I will start the Analytics category here with this important function for your analytical skills. Many times you will need to play with the data you have to make a different analysis. I will share many tutorials here related to statistics and data analytics. Here we will look at the VLOOKUP function in Google Sheets. This is only the beginning.
In most of the cases, I use the VLOOKUP function to change textual into numerical data, or vice versa. For example, if I have the “Municipality” column in my data, and I want to make some correlation analysis between the size of municipality and other variables I will need to categorize somehow textual record of “Municipality” column. In such a case I will use VLOOKUP function to search in another table with records for the size of each municipality related with categorical value. The lookup table will have the name of municipality and category for 1 – small, 2 – medium and 3-large. This function will search in my original data, find the value from the lookup table and select the category from the lookup table to insert in my new column “Municipality Size.”
Let’s see how we can use this VLOOKUP function in Google Sheets to analyze some recorded data.
VLOOKUP Function in data from the survey
If you have surveyed with 40 potential customers from different demographics to analyze their need for new product features that your company need to innovate you will get some results like in this table.
As you can see we have several columns that can be additionally described in the mathematical language to use some statistical approaches to analyze them. For example, an opinion column can use additional categories to give them some new meaning in the data. For, the opinion we have textual data as:
- Don’t need this feature
- Strongly need
In such a case if the potential customer doesn’t need this feature, we can use number 1, for neutral 2, need 3 and strongly need 4.
This approach when we categorize the variables is called binning because we put the data into discrete bins. Sometimes it is also called discretizing the data.
1. Create Lookup Tables
So, the first step we need to do in our data is to define our lookup tables for these three variables. I will make on the side on my original data three lookup tables: Opinions, Age, and salary lookup.
2. Create a Named Range in Google Sheets
Next thing we need to do after the creation of lookup tables is to create a named range in Google Sheets, so it will be much easier to use them when we execute VLOOKUP function.
To create a named range, we will need to select the table (highlight the range), and with right-click, you need to select “Define named range…”.
When we click on the “Define named range…” on the right side will appear sidebar where we will need to write the name of the range.
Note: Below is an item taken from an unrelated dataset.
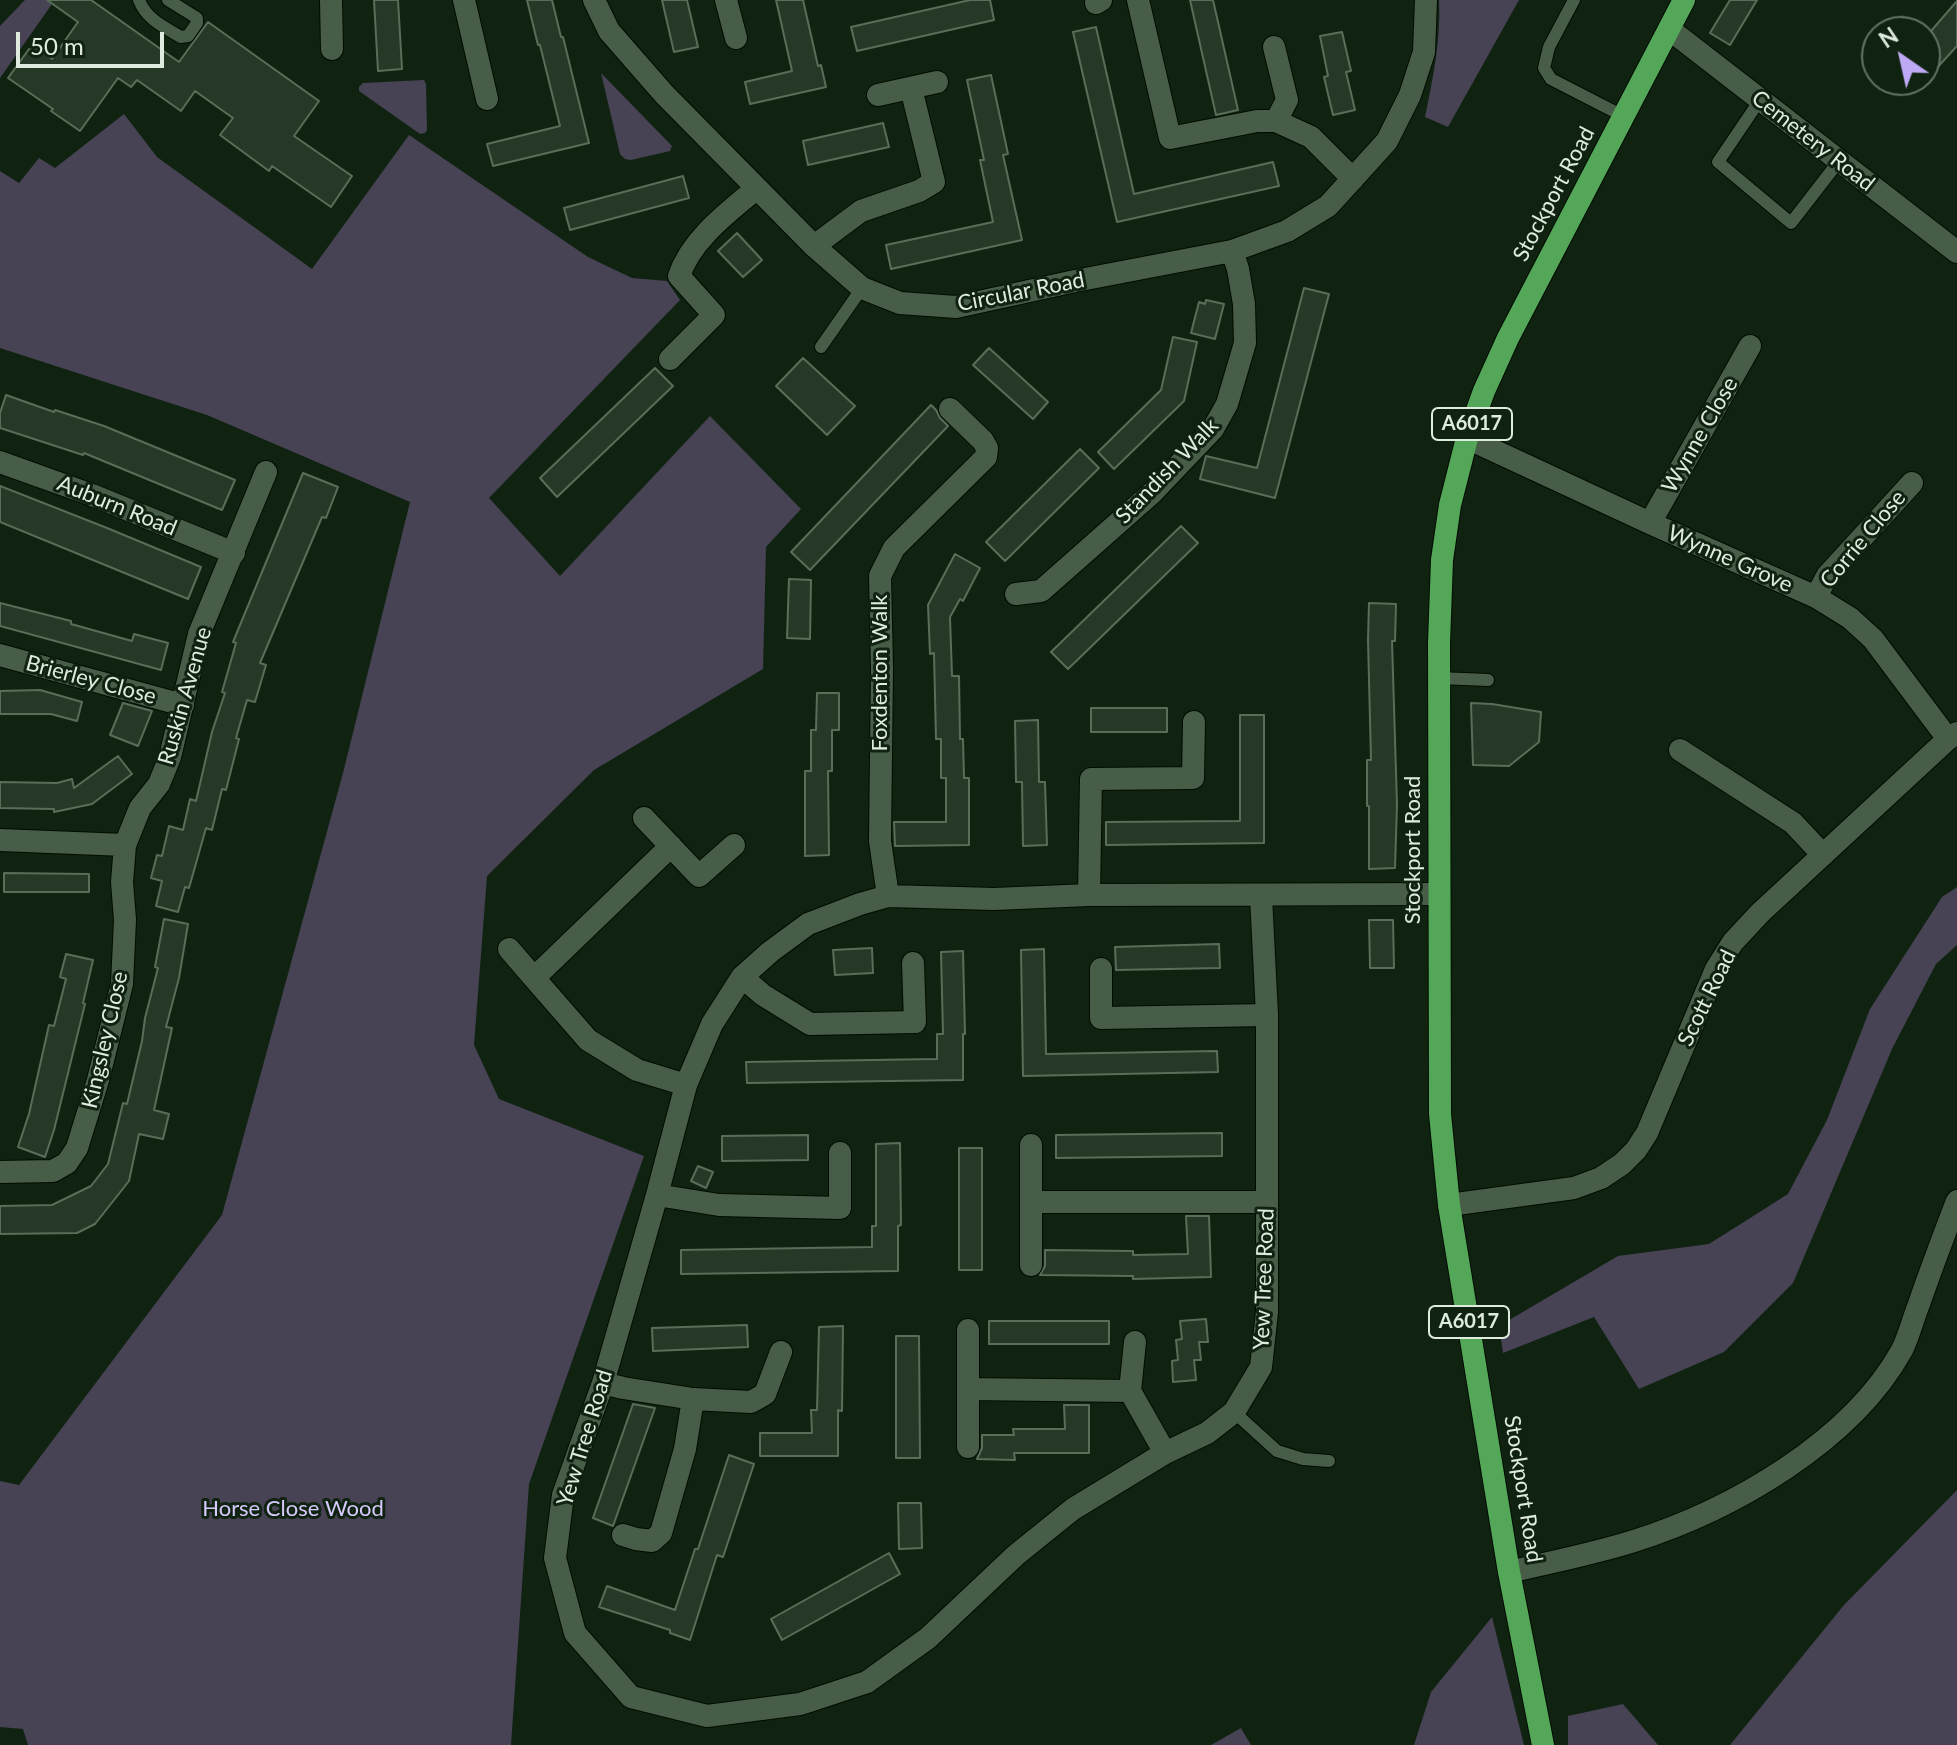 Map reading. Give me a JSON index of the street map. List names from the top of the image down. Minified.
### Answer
{"streets":{"highway":["Stockport Road","A6017"],"street":["Cemetery Road","Circular Road","Wynne Close","Standish Walk","Auburn Road","Corrie Close","Wynne Grove","Foxdenton Walk","Brierley Close","Ruskin Avenue","Scott Road","Kingsley Close","Yew Tree Road"]},"crossings":[["Cemetery Road","Stockport Road"],["Stockport Road","Wynne Grove"],["Stockport Road","Scott Road"],["Stockport Road","Yew Tree Road"],["Circular Road","Standish Walk"],["Wynne Close","Wynne Grove"],["Auburn Road","Ruskin Avenue"],["Corrie Close","Wynne Grove"],["Wynne Grove","Scott Road"],["Foxdenton Walk","Yew Tree Road"],["Brierley Close","Ruskin Avenue"],["Ruskin Avenue","Kingsley Close"]],"parks":["Horse Close Wood"],"scale_bar":"50 m","north":"top left"}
In this case, I choose “Opinion_Lookup” to be the name of the range.
3. Execute VLOOKUP Function
Now we have all things prepared, and we can quickly execute the VLOOKUP function to get three new columns with the categorized data.
As a first, you will need to add one new column to the right of your initial data and name it as “Opinion Categories.” Now in the first row for data in this new column, you will need to start writing “=VLOOKUP” and the function will appear explaining what you need to select.
We will use the following formula to find category values for potential customer’s opinion “=VLOOKUP(G:G,Opinion_Lookup,2,false)”.
- The first thing we need to select is the search_key that represents the value to search for. In our case, we want to search in Opinion Column (G:G) for values.
- The second part is the range to consider for the search. So, the function will search in the first column in the range for the key specified in search_key.
- Next part is the index or column index of the value to be returned. In our case, we want to return the data from column 2 in the Opinion_Lookup table.
- The last part is “is_sorted” that asks whether the column to be searched is sorted. In our example, we will use the false.
When you hit the enter button, the returned value will be four that means “Strongly need.” If we copy this data from cell H2 and paste it in the rest of the column (H3: H41), we will get categorized values for all data.
Probably you think why you need to do these steps when you can easily add numbers one by one. But, take into consideration that here we look at 40 data records. What if we have several thousand records? How much time will you need to do this? So, this is a beneficial function when you analyze massive amounts of data.